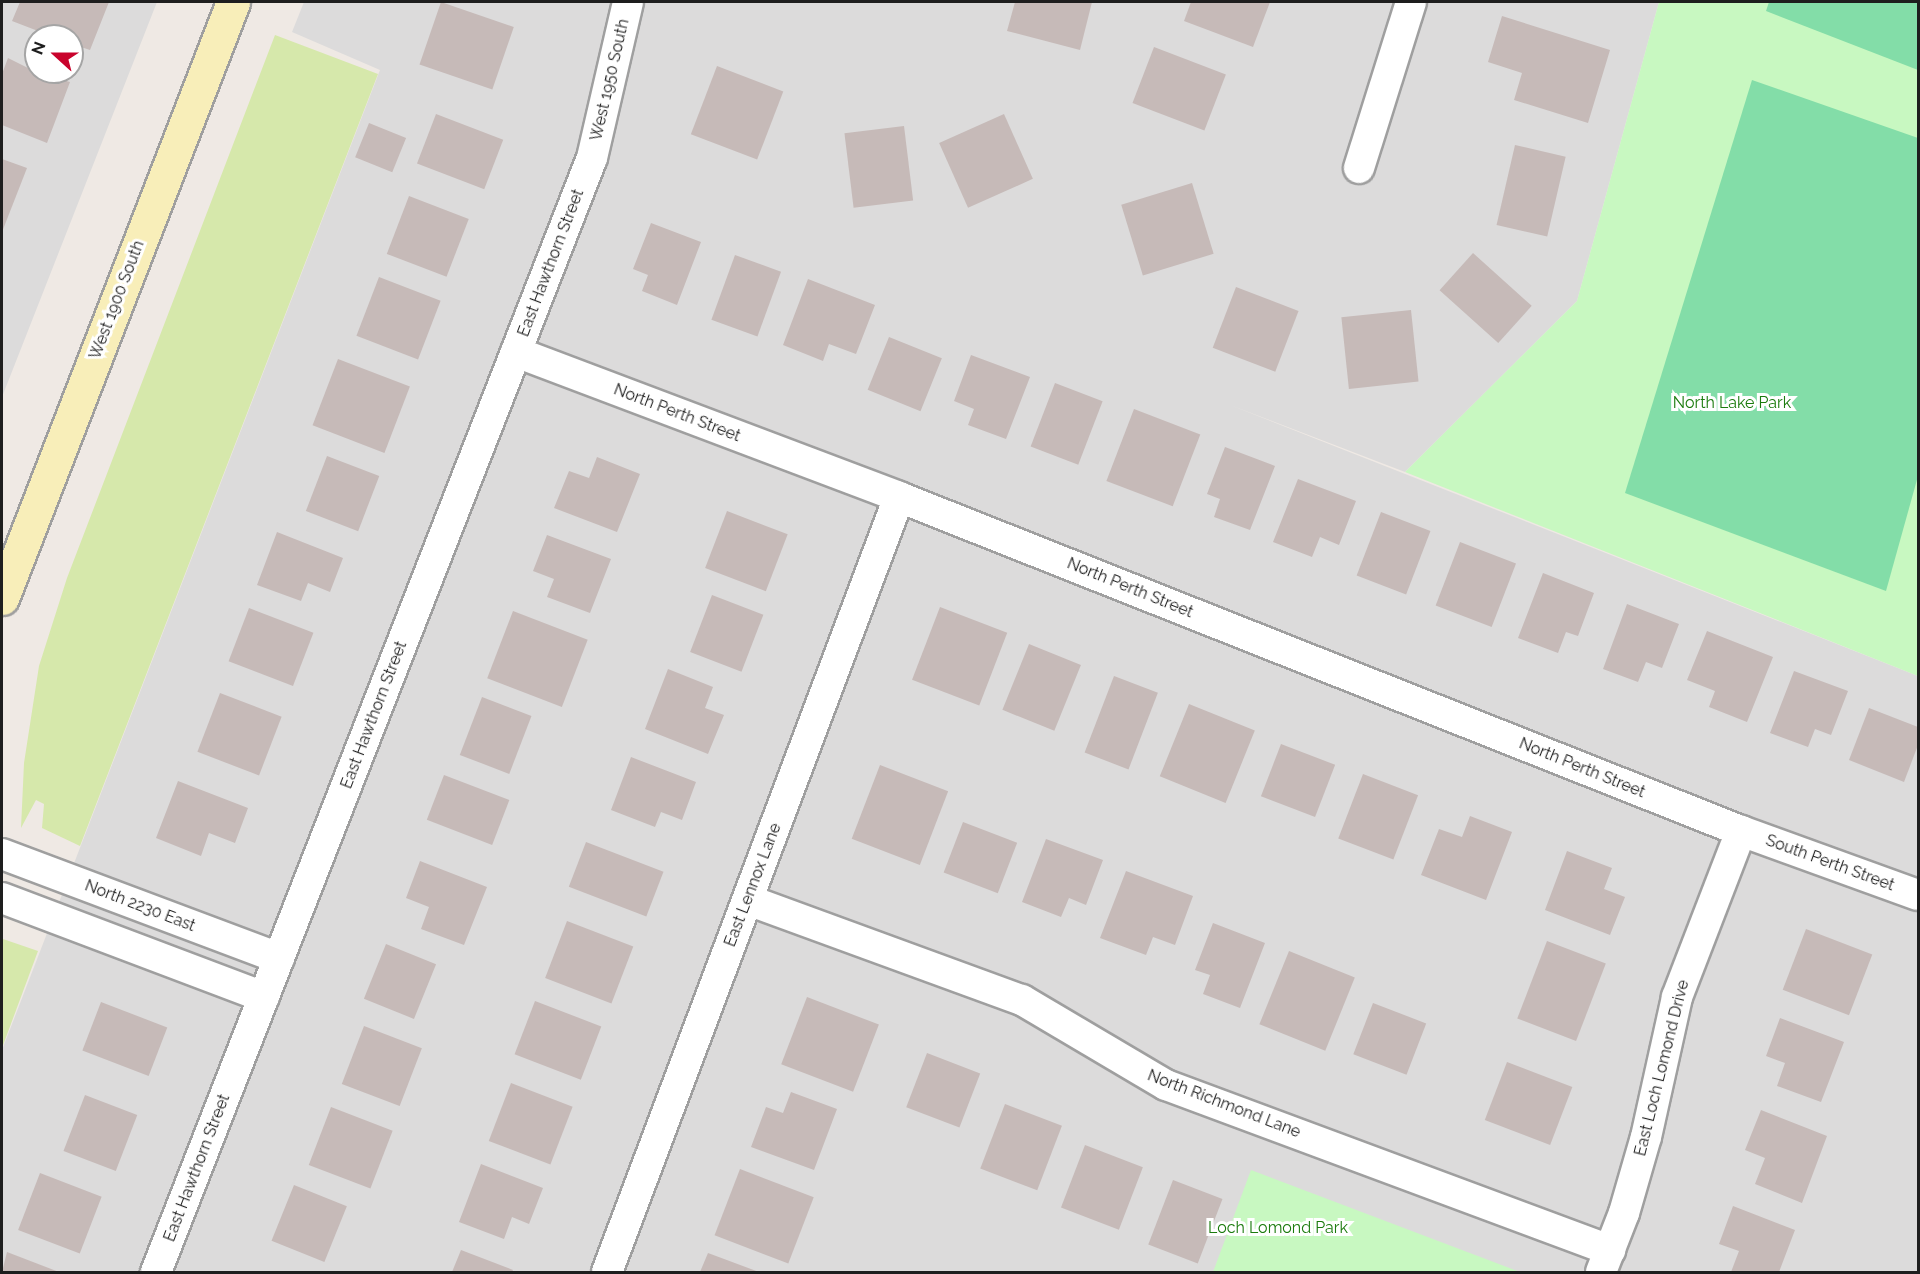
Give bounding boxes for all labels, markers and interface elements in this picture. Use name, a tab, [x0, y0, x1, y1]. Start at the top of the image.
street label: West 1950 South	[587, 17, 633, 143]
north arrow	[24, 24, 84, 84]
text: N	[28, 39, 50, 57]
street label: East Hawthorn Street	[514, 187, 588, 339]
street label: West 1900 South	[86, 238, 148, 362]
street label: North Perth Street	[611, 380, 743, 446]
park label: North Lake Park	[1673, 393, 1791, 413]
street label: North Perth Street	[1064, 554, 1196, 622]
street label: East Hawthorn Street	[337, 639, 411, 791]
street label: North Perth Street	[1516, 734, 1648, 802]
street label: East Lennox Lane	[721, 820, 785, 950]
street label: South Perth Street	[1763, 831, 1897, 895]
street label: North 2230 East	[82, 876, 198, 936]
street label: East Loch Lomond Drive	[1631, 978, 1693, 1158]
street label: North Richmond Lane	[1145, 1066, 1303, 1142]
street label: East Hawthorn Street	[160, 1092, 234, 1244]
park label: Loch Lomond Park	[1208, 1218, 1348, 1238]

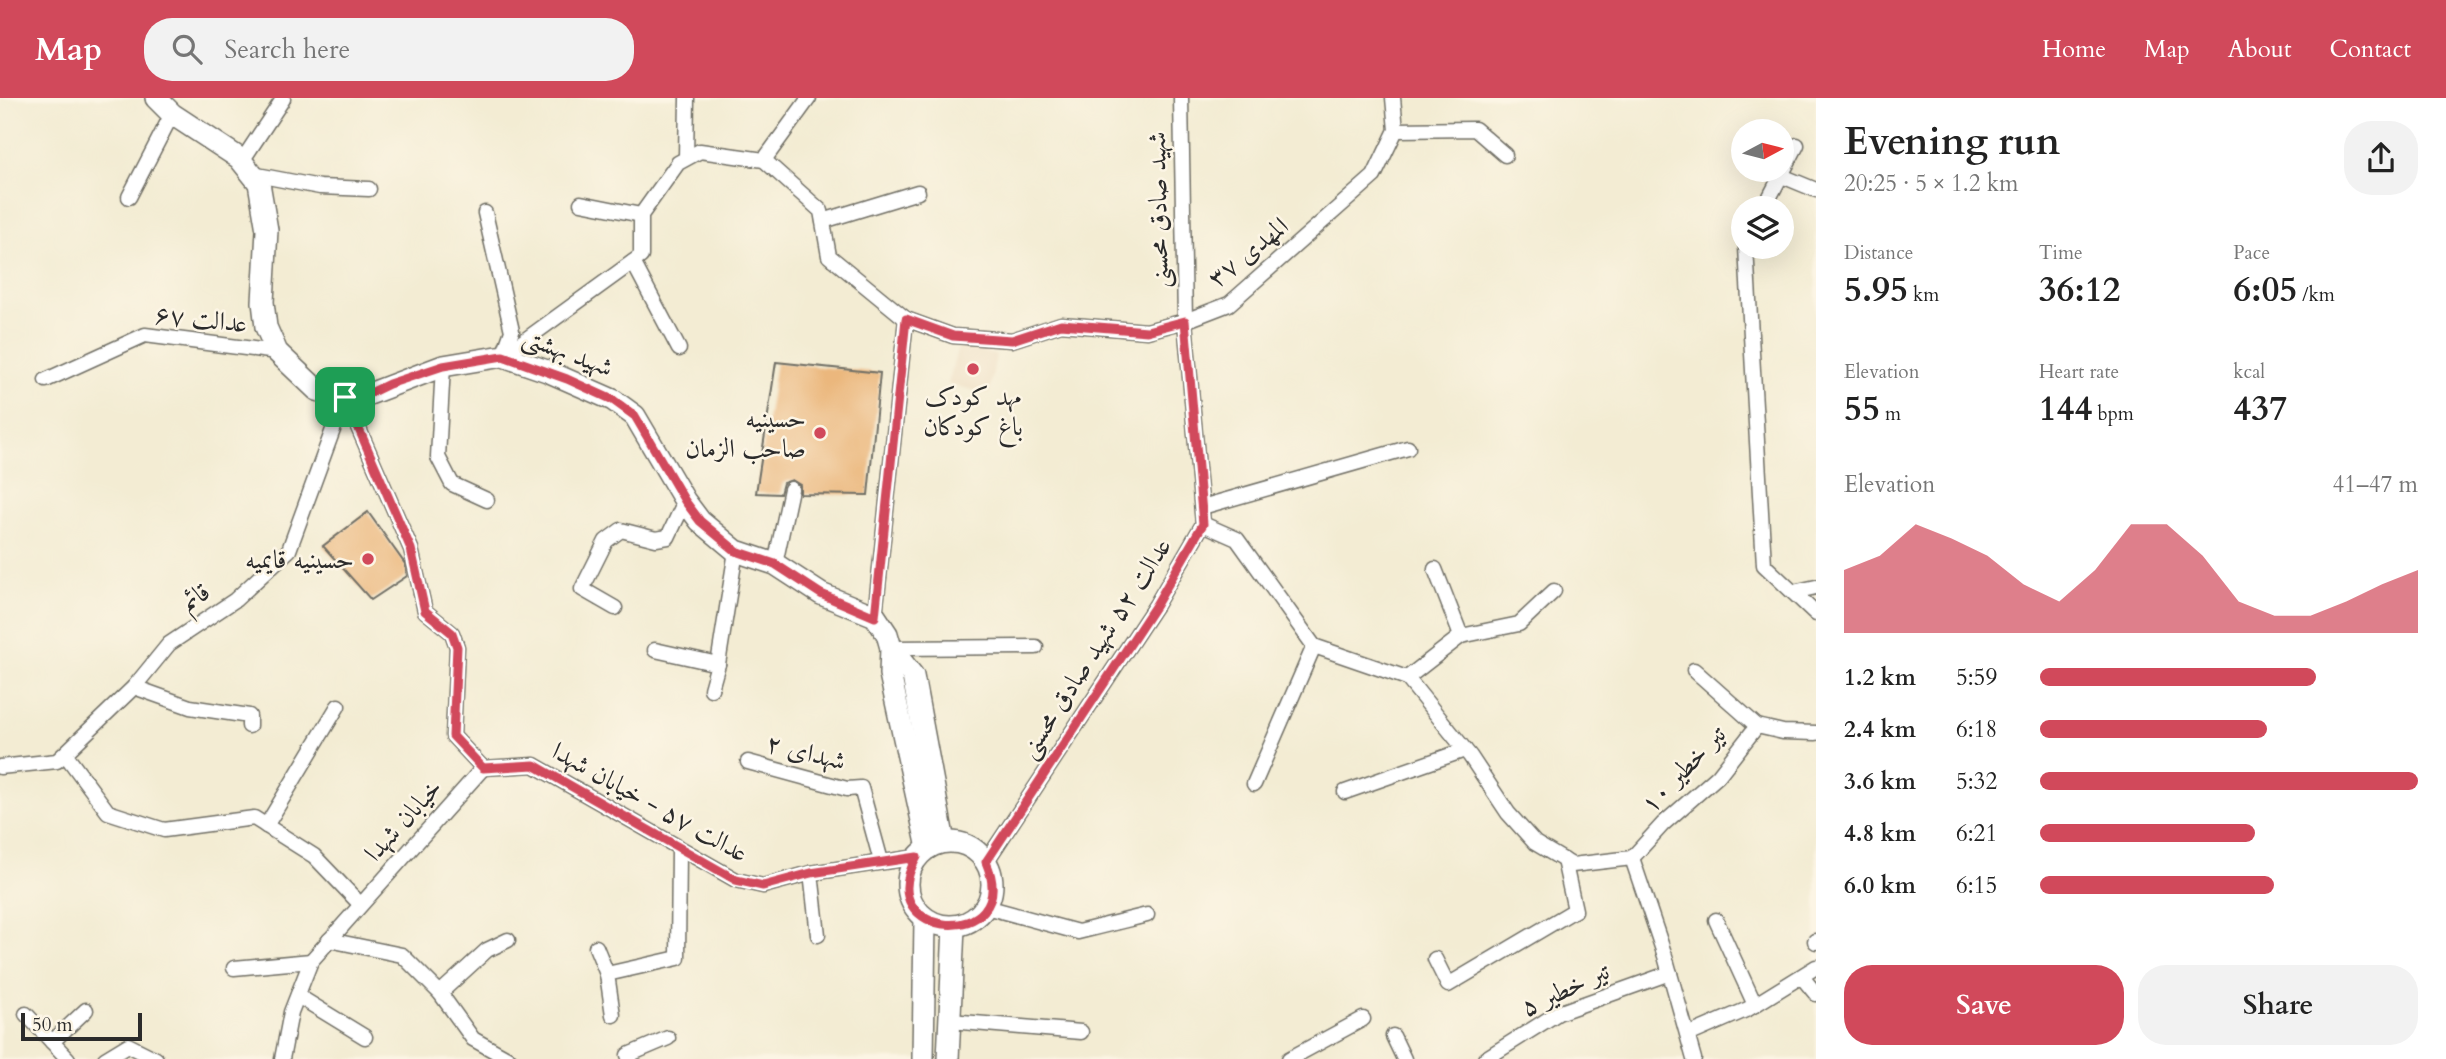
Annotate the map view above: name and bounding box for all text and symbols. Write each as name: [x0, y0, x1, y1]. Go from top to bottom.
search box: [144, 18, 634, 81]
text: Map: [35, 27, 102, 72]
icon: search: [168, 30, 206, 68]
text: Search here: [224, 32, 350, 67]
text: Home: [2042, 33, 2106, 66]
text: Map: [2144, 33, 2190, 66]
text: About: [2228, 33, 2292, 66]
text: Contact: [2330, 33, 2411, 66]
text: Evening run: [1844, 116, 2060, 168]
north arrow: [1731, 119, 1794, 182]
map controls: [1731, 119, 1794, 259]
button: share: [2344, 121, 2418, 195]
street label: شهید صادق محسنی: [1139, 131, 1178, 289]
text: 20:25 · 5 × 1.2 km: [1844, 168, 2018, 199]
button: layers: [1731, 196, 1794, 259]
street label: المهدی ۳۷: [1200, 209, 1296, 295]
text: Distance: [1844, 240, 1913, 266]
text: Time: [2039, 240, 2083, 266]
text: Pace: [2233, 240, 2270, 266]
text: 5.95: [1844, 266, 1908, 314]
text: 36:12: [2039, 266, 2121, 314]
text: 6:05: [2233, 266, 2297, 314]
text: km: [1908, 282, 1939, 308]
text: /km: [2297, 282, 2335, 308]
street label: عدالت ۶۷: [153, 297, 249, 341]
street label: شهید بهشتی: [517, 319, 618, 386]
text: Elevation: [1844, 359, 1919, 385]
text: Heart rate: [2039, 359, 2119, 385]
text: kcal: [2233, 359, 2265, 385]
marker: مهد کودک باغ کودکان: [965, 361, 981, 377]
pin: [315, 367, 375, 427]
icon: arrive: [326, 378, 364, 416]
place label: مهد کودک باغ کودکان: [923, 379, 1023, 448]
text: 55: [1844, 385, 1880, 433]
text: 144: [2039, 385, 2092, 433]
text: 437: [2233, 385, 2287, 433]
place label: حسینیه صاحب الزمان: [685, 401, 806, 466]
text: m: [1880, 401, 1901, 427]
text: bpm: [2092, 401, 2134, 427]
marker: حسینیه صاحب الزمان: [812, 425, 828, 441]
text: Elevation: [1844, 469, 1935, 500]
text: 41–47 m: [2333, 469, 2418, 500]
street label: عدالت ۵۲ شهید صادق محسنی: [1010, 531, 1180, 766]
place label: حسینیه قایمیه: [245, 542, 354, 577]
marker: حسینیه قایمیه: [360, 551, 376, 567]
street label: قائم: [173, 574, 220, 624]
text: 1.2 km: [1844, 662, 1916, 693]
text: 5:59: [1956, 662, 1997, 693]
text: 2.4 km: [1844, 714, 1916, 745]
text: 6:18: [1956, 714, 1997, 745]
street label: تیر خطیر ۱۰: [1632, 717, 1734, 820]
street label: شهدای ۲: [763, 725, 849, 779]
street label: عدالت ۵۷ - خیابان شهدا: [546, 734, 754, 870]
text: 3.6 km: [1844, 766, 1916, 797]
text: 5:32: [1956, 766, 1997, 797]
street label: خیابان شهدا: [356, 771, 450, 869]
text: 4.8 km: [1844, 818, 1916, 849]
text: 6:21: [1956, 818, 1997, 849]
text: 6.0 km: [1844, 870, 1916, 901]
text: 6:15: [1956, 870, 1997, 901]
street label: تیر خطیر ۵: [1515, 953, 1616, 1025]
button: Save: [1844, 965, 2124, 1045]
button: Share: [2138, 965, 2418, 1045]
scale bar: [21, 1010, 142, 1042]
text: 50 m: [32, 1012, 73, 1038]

# Exercise aim:
Return the records above exactly, without the pictures.

# Written answer:
Give bounding boxes for all labels, markers and interface elements in this picture. Use name, a tab, [x0, y0, x1, y1]. Start at the top of the image.
street label: West 1950 South	[587, 17, 633, 143]
north arrow	[24, 24, 84, 84]
text: N	[28, 39, 50, 57]
street label: East Hawthorn Street	[514, 187, 588, 339]
street label: West 1900 South	[86, 238, 148, 362]
street label: North Perth Street	[611, 380, 743, 446]
park label: North Lake Park	[1673, 393, 1791, 413]
street label: North Perth Street	[1064, 554, 1196, 622]
street label: East Hawthorn Street	[337, 639, 411, 791]
street label: North Perth Street	[1516, 734, 1648, 802]
street label: East Lennox Lane	[721, 820, 785, 950]
street label: South Perth Street	[1763, 831, 1897, 895]
street label: North 2230 East	[82, 876, 198, 936]
street label: East Loch Lomond Drive	[1631, 978, 1693, 1158]
street label: North Richmond Lane	[1145, 1066, 1303, 1142]
street label: East Hawthorn Street	[160, 1092, 234, 1244]
park label: Loch Lomond Park	[1208, 1218, 1348, 1238]

Annotate the map view above: name and bounding box for all text and symbols. Write each as name: [x0, y0, x1, y1]. Go from top to bottom.
search box: [144, 18, 634, 81]
text: Map: [35, 27, 102, 72]
icon: search: [168, 30, 206, 68]
text: Search here: [224, 32, 350, 67]
text: Home: [2042, 33, 2106, 66]
text: Map: [2144, 33, 2190, 66]
text: About: [2228, 33, 2292, 66]
text: Contact: [2330, 33, 2411, 66]
text: Evening run: [1844, 116, 2060, 168]
north arrow: [1731, 119, 1794, 182]
map controls: [1731, 119, 1794, 259]
button: share: [2344, 121, 2418, 195]
street label: شهید صادق محسنی: [1139, 131, 1178, 289]
text: 20:25 · 5 × 1.2 km: [1844, 168, 2018, 199]
button: layers: [1731, 196, 1794, 259]
street label: المهدی ۳۷: [1200, 209, 1296, 295]
text: Distance: [1844, 240, 1913, 266]
text: Time: [2039, 240, 2083, 266]
text: Pace: [2233, 240, 2270, 266]
text: 5.95: [1844, 266, 1908, 314]
text: 36:12: [2039, 266, 2121, 314]
text: 6:05: [2233, 266, 2297, 314]
text: km: [1908, 282, 1939, 308]
text: /km: [2297, 282, 2335, 308]
street label: عدالت ۶۷: [153, 297, 249, 341]
street label: شهید بهشتی: [517, 319, 618, 386]
text: Elevation: [1844, 359, 1919, 385]
text: Heart rate: [2039, 359, 2119, 385]
text: kcal: [2233, 359, 2265, 385]
marker: مهد کودک باغ کودکان: [965, 361, 981, 377]
pin: [315, 367, 375, 427]
icon: arrive: [326, 378, 364, 416]
place label: مهد کودک باغ کودکان: [923, 379, 1023, 448]
text: 55: [1844, 385, 1880, 433]
text: 144: [2039, 385, 2092, 433]
text: 437: [2233, 385, 2287, 433]
place label: حسینیه صاحب الزمان: [685, 401, 806, 466]
text: m: [1880, 401, 1901, 427]
text: bpm: [2092, 401, 2134, 427]
marker: حسینیه صاحب الزمان: [812, 425, 828, 441]
text: Elevation: [1844, 469, 1935, 500]
text: 41–47 m: [2333, 469, 2418, 500]
street label: عدالت ۵۲ شهید صادق محسنی: [1010, 531, 1180, 766]
place label: حسینیه قایمیه: [245, 542, 354, 577]
marker: حسینیه قایمیه: [360, 551, 376, 567]
street label: قائم: [173, 574, 220, 624]
text: 1.2 km: [1844, 662, 1916, 693]
text: 5:59: [1956, 662, 1997, 693]
text: 2.4 km: [1844, 714, 1916, 745]
text: 6:18: [1956, 714, 1997, 745]
street label: تیر خطیر ۱۰: [1632, 717, 1734, 820]
street label: شهدای ۲: [763, 725, 849, 779]
street label: عدالت ۵۷ - خیابان شهدا: [546, 734, 754, 870]
text: 3.6 km: [1844, 766, 1916, 797]
text: 5:32: [1956, 766, 1997, 797]
street label: خیابان شهدا: [356, 771, 450, 869]
text: 4.8 km: [1844, 818, 1916, 849]
text: 6:21: [1956, 818, 1997, 849]
text: 6.0 km: [1844, 870, 1916, 901]
text: 6:15: [1956, 870, 1997, 901]
street label: تیر خطیر ۵: [1515, 953, 1616, 1025]
button: Save: [1844, 965, 2124, 1045]
button: Share: [2138, 965, 2418, 1045]
scale bar: [21, 1010, 142, 1042]
text: 50 m: [32, 1012, 73, 1038]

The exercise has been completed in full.